**ASSIGNMENT:** The records below are to be repeated exactly, minus any pictures.

**RECORDED DATA:**

*** Block opens ***

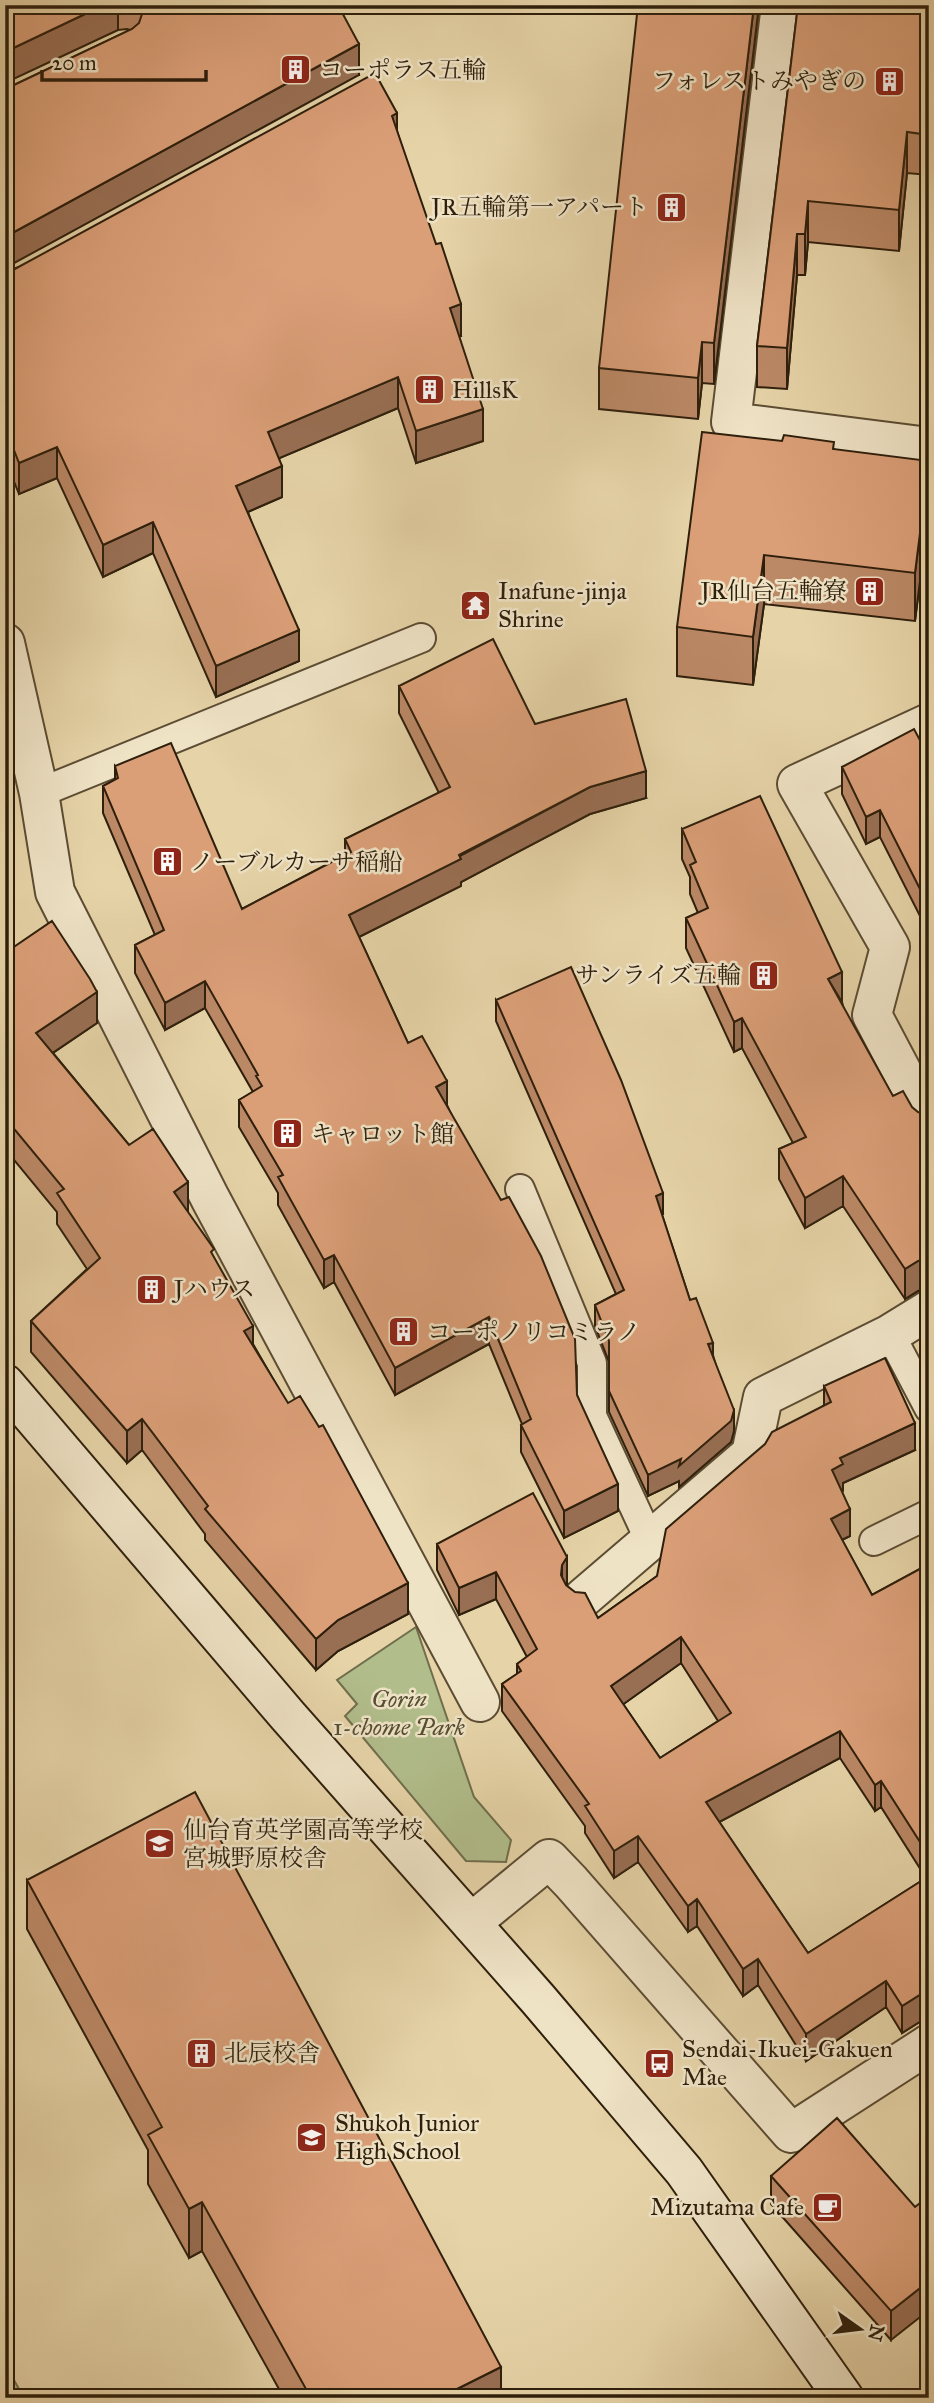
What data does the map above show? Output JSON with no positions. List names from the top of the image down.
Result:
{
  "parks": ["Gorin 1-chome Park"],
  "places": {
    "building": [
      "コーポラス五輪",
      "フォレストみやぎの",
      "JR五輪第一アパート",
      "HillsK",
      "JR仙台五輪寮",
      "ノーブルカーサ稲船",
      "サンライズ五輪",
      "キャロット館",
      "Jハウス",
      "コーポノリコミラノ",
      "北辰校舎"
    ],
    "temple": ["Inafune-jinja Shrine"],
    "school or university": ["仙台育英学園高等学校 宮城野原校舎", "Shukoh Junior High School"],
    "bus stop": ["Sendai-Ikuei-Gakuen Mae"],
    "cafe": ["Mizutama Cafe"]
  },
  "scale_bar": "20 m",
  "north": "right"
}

*** Block closes ***

**RESULT FOR THIS EXERCISE:**
What data does the map above show? Output JSON with no positions. List names from the top of the image down.
Result:
{
  "parks": ["Gorin 1-chome Park"],
  "places": {
    "building": [
      "コーポラス五輪",
      "フォレストみやぎの",
      "JR五輪第一アパート",
      "HillsK",
      "JR仙台五輪寮",
      "ノーブルカーサ稲船",
      "サンライズ五輪",
      "キャロット館",
      "Jハウス",
      "コーポノリコミラノ",
      "北辰校舎"
    ],
    "temple": ["Inafune-jinja Shrine"],
    "school or university": ["仙台育英学園高等学校 宮城野原校舎", "Shukoh Junior High School"],
    "bus stop": ["Sendai-Ikuei-Gakuen Mae"],
    "cafe": ["Mizutama Cafe"]
  },
  "scale_bar": "20 m",
  "north": "right"
}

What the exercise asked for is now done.